Besides, even if we would rather be overall happy, would we be able to disengage from the things that are important to us? It may be rather easy to let go of non-essential things. But when the choice comes to deeply ingrained values, many tend to insist on being right.
So what's the solution? This is a tricky choice. As always,
the truth is somewhere in the middle.
If we throw ourselves too much into either direction, we would be forgetting the other essential cornerstone of happiness -
moderation. Without moderation every pleasure turns into suffering (see post Happiness vs. Pleasure), bravery turns into stupidity, loves turns into
smothering, and the pursuit of happiness may turn into settling, indifference
and apathy. It works the same way for the other extreme. If we do not let go of
anything, take everything too close to heart, always fight to be right, we risk
being miserable, emotionally wrecked and exhausted for the rest of our lives.
We need to sustain the
right balance for absolutely everything we do, including contentment (see post on moderation).
It is important not to
confuse contentment with complacency. Contentment does not mean inactivity. Being
content does not mean settling and never wanting anything else because we are
satisfied with the way things are. It means recognizing that even if we are not
satisfied with what we presently have or what we presently are, it is
sufficient to be grateful and joyful on the road to achieving our goals.

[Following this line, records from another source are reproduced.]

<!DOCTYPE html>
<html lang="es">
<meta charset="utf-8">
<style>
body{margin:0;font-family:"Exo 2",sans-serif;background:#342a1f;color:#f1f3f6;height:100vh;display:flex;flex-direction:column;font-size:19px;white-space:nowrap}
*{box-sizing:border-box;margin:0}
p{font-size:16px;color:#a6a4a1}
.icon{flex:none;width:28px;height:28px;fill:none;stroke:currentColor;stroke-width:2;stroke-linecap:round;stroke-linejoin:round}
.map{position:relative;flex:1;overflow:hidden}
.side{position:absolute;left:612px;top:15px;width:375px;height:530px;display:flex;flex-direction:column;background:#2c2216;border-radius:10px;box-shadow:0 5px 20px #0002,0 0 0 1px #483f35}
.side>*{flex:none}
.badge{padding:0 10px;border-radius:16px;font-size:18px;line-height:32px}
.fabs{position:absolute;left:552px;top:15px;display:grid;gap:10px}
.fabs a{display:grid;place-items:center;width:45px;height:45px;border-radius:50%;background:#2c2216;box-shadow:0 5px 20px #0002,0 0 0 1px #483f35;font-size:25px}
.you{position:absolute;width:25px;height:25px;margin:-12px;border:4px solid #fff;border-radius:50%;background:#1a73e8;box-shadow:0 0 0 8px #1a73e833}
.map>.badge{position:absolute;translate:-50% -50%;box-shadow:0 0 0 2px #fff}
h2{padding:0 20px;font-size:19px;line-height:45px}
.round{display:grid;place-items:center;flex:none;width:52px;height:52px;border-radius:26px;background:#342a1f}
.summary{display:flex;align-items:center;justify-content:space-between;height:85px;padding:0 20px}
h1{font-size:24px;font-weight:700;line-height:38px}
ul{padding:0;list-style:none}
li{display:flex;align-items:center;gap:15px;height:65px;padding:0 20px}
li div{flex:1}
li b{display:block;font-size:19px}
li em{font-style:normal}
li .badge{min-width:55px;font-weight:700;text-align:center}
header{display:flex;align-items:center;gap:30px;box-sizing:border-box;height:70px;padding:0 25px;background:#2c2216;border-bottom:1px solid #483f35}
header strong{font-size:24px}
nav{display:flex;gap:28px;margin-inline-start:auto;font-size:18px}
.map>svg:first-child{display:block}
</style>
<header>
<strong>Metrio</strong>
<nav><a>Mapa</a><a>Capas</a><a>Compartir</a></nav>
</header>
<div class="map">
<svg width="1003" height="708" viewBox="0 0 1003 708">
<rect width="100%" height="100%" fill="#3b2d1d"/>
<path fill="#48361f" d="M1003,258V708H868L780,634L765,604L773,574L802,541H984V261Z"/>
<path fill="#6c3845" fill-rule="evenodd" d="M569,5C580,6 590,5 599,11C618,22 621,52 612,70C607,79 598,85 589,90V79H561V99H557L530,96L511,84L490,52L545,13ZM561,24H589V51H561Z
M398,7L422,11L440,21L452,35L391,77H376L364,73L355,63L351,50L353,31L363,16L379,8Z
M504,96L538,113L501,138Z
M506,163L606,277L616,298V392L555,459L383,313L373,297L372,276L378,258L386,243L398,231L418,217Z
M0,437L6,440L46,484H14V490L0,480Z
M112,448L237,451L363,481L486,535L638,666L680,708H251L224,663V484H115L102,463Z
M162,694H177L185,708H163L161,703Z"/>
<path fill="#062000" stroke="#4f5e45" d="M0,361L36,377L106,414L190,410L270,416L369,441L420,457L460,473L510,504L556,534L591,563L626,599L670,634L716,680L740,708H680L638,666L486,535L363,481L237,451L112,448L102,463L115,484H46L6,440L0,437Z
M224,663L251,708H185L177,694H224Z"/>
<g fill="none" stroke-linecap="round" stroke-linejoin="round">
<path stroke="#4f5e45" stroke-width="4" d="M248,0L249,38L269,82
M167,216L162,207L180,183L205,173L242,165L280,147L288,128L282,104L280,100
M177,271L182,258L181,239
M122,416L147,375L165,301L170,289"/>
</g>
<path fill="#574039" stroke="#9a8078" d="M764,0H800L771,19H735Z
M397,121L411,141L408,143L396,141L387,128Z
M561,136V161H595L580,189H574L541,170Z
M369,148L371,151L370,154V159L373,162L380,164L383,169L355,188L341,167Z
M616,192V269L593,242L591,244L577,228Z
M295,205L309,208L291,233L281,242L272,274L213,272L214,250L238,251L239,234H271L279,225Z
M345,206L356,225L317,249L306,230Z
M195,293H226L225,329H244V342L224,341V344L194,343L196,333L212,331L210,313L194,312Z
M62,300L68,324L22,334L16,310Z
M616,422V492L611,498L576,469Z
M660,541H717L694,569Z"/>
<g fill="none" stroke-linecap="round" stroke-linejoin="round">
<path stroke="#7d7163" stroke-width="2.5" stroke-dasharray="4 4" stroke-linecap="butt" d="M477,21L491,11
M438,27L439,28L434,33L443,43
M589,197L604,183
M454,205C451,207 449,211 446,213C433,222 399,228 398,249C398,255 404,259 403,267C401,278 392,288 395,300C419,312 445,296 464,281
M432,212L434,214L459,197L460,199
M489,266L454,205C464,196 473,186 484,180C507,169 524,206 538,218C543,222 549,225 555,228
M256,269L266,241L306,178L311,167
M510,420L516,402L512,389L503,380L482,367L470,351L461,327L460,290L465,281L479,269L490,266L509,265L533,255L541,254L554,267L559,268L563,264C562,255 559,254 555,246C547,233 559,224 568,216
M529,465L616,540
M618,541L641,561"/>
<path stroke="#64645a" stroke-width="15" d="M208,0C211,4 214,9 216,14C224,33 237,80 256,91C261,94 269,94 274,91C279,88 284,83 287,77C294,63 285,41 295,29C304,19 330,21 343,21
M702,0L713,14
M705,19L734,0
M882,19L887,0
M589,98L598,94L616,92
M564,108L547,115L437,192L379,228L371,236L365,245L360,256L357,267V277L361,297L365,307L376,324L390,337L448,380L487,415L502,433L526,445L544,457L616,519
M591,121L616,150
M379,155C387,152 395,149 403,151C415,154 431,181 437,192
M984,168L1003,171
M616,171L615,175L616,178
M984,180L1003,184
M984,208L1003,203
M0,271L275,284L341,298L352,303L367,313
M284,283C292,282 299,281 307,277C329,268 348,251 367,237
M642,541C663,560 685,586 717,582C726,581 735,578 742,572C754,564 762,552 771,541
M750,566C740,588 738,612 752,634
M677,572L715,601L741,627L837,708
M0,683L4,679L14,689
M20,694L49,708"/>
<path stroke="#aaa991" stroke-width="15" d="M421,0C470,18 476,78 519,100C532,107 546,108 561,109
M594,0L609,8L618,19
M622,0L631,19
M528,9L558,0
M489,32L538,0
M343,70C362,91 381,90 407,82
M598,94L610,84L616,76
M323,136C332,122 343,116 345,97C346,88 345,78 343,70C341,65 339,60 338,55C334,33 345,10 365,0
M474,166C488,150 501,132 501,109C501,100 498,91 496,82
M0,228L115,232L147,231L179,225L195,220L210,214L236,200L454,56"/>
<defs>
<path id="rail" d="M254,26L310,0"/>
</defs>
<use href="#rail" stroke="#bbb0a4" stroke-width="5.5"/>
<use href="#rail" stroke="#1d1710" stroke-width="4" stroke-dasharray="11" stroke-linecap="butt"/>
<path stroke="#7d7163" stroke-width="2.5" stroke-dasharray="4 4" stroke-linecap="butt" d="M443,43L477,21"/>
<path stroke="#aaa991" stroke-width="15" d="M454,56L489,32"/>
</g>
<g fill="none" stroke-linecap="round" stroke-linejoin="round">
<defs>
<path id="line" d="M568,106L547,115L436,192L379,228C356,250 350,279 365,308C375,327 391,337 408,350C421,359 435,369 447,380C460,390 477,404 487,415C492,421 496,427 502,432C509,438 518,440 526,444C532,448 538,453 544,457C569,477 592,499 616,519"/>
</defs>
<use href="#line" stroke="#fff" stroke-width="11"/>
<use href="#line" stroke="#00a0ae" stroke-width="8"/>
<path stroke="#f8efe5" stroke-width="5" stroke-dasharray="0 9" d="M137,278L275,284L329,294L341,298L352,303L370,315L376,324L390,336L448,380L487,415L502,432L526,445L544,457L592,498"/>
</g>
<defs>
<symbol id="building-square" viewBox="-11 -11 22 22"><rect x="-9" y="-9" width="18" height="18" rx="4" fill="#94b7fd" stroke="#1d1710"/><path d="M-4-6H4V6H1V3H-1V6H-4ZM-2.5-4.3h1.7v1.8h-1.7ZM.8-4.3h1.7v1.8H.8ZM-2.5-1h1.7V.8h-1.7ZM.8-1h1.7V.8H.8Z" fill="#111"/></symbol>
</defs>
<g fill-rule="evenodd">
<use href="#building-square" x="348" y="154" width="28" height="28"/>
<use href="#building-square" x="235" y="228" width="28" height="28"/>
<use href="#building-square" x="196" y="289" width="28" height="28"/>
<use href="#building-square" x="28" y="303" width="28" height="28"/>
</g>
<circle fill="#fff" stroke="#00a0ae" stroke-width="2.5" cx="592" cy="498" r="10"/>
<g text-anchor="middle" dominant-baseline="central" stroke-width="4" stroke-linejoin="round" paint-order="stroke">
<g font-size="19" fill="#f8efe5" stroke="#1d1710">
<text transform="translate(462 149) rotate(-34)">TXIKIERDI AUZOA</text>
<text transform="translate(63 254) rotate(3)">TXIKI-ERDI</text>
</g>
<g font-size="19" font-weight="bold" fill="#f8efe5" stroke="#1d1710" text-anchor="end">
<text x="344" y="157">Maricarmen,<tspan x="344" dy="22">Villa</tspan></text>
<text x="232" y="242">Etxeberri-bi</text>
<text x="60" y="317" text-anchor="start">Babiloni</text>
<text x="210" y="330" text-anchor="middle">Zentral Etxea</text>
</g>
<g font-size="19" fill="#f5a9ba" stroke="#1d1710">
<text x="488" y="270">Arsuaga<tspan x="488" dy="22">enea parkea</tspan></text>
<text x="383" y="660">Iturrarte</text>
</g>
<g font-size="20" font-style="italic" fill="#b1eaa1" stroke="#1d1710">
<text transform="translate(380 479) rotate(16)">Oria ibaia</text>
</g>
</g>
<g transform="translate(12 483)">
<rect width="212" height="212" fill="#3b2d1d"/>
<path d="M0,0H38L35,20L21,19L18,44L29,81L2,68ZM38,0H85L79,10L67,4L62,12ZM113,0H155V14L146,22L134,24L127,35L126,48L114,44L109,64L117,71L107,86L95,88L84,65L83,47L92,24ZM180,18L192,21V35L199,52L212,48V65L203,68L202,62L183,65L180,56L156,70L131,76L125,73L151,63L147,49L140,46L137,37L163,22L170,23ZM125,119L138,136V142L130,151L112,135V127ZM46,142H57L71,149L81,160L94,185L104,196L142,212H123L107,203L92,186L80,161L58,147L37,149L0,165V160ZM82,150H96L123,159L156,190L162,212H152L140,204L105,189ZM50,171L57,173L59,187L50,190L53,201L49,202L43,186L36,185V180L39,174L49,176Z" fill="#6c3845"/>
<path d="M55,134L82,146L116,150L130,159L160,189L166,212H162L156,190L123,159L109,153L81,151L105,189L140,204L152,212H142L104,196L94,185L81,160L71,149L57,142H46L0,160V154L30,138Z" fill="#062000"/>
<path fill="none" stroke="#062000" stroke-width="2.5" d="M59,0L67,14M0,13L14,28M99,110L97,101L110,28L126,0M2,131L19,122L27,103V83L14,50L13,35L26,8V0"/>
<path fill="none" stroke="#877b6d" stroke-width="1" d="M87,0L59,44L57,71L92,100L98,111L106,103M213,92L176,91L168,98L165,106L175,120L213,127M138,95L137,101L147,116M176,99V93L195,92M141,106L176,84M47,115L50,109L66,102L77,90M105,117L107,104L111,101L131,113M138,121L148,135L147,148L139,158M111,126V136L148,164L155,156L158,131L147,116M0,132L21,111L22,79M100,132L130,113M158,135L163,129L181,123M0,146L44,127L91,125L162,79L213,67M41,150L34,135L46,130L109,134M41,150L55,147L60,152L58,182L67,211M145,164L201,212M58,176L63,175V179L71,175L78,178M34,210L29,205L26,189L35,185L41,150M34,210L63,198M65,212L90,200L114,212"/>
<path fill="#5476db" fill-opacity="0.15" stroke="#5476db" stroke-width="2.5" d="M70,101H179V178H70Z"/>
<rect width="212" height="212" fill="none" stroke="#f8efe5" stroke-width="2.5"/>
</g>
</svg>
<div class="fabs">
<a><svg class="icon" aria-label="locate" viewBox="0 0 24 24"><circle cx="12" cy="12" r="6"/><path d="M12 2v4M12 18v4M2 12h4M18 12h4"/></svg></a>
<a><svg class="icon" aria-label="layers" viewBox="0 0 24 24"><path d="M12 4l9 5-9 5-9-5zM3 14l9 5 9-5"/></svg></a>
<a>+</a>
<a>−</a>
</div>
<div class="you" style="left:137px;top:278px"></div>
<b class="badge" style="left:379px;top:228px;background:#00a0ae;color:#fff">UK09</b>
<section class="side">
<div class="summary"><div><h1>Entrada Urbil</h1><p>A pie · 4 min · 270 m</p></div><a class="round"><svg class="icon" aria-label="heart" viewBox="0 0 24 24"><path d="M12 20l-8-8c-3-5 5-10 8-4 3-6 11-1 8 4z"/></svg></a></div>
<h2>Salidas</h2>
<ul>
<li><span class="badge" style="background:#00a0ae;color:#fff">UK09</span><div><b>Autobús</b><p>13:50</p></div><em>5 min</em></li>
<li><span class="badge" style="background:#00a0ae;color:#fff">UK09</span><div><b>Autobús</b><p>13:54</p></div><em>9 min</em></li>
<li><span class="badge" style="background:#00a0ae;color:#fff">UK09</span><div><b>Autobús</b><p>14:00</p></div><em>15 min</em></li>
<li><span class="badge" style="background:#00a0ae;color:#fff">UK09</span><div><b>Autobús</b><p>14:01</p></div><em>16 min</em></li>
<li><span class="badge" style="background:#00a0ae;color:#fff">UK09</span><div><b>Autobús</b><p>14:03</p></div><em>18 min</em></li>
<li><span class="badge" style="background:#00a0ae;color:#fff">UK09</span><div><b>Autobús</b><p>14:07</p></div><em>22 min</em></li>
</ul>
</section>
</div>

To get into this state of mind, we need to find the right proportion of
not caring too much and not caring too little.
Taking a look at the life through the prism of our present understanding
of happiness will put our goals in perspective. We may realize that some things
we yearn for or fret about are not as overall important as we are used to
think, whereas the meaningful things will remain meaningful.
The appraisal of what is meaningful is very personal. Some may want to impact
the world, eliminate hunger, or invent flying cars. Others may want things that
impact them personally, for example, see their kids graduate from college or
quit smoking.
art by ~mole2k |
So the compromise is
to recognize which goals and ambitions are not essential for us and let them
go, and which are important, and aspire toward them. But happiness is not an either/or proposition. It does not appear when we follow
our dreams or when we settle for what we have. We should not put it on hold
until we finally reach our goals. We should combine the desire to change
something and the contentment with the present situation while we work on the
change.
Surely, once we
achieve our goals and turn the dreams into reality, we will be happy. But as
often, our efforts may not come to fruition. The end results of our struggles
may not be what we wished for. We should be ready for this outcome as well. Not
getting something we want, even the noblest goal, should not disturb our mental
state.
The happiness I discuss is the contentment with the process of life
itself. The perspective, the balance of not completely giving ourselves over to
some goal or idea, and not giving up on it entirely, either. It is being happy
while working our way to it, and staying content and balanced whatever the
result is.
So happiness is an intricate balance of being both content with what we
have, but not settling or giving up on our dreams.
Look forward to your life. Know what your goals are and work to reach
them. Just continue to be happy in the interim.